Serd parses prefixed IRIs that contain illegal Unicode characters

wouterbeek commented 7 years ago

Serd parses prefixed IRIs that contain illegal Unicode characters in their local name.

For example, the following Turtle snippet appears in an actual data file (notice that the underscores are the illegal Unicode character EN DASH (U+2013):

@prefix dbp: <http://dbpedia.org/property/> .
@prefix dbr: <http://dbpedia.org/resource/> .
dbr:Germany_at_the_2006–08_European_Nations_Cup dbp:stadium     dbr:Amsterdam .
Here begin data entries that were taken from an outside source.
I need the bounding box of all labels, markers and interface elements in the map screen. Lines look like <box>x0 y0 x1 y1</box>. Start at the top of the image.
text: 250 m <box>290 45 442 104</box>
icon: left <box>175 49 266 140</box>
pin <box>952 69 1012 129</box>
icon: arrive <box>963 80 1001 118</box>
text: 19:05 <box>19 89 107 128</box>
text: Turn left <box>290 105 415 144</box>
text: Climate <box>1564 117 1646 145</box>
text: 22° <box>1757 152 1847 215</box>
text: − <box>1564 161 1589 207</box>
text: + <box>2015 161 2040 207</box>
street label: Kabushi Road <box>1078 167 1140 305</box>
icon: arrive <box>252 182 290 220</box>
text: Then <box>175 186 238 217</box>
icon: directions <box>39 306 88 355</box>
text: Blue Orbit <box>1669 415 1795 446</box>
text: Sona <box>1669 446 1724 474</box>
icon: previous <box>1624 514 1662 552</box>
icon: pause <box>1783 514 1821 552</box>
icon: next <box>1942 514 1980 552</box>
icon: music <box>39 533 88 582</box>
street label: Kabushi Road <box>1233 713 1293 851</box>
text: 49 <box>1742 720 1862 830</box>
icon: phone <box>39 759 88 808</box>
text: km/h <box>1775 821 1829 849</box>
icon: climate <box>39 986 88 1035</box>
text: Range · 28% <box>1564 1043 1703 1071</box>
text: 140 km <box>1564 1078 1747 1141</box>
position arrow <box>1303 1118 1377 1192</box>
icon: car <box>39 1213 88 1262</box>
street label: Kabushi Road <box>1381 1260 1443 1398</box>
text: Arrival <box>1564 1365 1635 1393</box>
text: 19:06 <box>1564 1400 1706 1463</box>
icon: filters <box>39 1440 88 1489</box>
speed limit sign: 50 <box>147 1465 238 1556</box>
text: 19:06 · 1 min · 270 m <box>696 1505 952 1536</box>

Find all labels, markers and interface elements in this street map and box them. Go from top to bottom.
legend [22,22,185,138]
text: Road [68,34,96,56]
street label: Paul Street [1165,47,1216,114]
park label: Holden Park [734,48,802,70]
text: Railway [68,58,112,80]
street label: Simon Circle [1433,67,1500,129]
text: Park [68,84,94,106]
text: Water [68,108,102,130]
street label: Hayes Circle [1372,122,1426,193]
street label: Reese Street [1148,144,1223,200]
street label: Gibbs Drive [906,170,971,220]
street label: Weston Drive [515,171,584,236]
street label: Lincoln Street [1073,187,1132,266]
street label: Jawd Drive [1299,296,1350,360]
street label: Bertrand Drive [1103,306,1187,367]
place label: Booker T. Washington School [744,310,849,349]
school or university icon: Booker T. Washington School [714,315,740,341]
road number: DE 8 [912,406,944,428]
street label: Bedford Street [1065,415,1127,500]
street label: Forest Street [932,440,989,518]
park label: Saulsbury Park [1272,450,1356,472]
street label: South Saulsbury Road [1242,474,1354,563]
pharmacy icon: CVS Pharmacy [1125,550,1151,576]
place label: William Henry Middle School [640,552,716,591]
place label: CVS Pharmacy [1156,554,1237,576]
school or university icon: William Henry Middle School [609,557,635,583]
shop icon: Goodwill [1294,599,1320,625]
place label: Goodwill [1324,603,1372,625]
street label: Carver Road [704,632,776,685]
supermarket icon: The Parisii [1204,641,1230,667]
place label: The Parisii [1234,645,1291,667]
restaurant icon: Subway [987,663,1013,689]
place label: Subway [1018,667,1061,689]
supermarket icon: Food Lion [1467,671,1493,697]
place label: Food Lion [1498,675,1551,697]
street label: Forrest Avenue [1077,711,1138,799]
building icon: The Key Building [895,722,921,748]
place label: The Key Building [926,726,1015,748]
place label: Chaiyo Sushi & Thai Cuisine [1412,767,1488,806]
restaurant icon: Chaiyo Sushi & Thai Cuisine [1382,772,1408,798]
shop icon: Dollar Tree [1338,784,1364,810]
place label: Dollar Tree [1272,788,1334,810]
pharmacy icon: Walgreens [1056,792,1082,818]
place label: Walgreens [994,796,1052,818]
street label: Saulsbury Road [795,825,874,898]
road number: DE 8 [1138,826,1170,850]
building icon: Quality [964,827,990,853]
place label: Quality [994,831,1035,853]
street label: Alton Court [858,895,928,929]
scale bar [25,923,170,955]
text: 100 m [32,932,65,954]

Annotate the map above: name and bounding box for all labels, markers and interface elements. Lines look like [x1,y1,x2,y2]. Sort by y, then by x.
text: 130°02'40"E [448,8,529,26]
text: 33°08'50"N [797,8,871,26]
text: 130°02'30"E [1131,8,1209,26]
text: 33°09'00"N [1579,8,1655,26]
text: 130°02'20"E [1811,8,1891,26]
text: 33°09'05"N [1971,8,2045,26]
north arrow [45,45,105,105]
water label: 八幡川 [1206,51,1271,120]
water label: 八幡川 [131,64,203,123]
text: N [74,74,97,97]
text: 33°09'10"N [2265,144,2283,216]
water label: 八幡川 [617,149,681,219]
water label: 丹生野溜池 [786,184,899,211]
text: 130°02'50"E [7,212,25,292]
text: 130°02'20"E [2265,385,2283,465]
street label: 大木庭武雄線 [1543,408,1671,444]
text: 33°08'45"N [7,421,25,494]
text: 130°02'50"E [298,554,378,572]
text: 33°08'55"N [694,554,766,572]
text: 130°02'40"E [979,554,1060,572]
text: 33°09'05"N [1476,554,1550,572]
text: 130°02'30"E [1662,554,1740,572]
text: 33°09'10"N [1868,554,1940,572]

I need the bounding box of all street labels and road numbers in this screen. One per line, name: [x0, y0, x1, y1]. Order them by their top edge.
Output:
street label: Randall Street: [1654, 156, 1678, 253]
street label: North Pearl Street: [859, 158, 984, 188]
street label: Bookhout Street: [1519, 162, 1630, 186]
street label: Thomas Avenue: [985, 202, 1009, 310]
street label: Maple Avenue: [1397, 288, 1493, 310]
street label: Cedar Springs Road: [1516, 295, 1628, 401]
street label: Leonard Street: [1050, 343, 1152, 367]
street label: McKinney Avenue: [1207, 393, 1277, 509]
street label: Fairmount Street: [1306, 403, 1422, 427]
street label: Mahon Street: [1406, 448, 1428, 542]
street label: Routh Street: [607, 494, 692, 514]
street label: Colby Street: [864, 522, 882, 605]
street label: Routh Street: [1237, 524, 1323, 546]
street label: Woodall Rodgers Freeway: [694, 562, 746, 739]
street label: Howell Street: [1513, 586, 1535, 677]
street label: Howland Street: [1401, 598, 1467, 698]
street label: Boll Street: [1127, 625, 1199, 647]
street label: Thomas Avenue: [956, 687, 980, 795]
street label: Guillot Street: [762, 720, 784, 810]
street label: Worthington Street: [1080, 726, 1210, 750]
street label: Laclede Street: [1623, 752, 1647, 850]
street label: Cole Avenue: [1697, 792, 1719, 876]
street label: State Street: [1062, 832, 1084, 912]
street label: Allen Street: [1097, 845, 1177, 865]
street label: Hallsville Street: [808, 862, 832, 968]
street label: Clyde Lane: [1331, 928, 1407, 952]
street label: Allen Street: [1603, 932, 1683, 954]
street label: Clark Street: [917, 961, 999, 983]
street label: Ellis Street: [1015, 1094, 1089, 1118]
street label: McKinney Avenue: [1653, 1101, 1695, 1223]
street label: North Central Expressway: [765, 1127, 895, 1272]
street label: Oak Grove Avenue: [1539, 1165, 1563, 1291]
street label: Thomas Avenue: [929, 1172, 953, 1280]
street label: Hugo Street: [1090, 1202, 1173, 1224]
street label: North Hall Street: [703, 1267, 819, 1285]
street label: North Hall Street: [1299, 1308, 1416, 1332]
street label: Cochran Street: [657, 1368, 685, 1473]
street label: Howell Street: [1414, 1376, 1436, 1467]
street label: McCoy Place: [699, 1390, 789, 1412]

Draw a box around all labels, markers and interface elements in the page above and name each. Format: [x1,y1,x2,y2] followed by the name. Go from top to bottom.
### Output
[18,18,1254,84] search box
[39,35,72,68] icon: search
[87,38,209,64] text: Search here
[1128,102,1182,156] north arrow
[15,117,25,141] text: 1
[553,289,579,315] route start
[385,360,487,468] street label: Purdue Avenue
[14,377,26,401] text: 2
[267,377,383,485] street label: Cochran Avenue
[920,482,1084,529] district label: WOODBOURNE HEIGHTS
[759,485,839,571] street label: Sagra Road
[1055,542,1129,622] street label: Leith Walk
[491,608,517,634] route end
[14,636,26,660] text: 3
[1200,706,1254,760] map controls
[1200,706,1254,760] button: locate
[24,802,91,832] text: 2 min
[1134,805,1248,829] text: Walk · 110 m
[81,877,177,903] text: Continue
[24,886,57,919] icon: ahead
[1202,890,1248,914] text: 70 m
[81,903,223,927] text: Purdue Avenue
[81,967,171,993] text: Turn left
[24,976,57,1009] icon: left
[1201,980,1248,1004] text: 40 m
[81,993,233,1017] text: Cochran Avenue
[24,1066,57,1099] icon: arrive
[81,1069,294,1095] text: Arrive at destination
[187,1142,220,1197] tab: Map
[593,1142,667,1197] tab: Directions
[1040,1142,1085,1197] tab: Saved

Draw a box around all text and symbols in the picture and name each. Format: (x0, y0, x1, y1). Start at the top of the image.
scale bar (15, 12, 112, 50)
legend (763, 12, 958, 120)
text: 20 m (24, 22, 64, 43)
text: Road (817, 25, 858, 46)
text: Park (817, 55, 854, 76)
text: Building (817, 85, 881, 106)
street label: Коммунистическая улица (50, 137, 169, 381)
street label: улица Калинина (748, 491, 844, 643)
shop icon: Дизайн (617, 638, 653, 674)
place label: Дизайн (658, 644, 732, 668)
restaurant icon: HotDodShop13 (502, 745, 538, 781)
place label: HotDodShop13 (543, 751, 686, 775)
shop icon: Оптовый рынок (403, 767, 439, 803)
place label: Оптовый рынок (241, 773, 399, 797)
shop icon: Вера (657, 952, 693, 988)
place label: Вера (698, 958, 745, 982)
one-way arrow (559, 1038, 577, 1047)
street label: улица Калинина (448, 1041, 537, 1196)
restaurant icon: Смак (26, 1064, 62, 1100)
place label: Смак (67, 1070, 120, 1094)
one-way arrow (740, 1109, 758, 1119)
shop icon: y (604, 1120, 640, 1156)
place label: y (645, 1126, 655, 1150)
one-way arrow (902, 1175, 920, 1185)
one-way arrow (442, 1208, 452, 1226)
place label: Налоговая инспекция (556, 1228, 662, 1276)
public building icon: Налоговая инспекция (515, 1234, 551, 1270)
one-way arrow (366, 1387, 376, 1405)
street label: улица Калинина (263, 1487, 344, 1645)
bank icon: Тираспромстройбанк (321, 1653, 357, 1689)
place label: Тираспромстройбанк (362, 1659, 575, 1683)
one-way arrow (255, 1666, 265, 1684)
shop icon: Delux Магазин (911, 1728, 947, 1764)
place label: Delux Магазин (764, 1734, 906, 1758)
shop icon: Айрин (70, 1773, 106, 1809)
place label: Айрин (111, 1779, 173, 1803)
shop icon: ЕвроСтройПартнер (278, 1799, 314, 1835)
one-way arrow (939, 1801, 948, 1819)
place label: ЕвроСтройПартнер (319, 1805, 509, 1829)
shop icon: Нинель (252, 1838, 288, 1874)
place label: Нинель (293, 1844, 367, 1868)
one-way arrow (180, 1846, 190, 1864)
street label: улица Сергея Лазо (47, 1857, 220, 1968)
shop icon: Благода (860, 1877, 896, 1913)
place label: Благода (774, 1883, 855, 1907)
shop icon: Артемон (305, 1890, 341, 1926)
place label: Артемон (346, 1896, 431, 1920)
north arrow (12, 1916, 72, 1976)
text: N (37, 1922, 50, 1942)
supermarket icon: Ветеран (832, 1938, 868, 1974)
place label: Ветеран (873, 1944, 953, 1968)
Serdi parses this snippet, but it should raise an error:

serdi unicode.ttl
<http://dbpedia.org/resource/Germany_at_the_2006\u201308_European_Nations_Cup> <http://dbpedia.org/property/stadium> <http://dbpedia.org/resource/Amsterdam> .

Tested with Serd 0.28.0.

wouterbeek commented 7 years ago

+1 for a distinction between strict and lax mode.

BTW I do not see the rational behind not allowing the Unicode dash in this position. What could be the rational behind this in the standard?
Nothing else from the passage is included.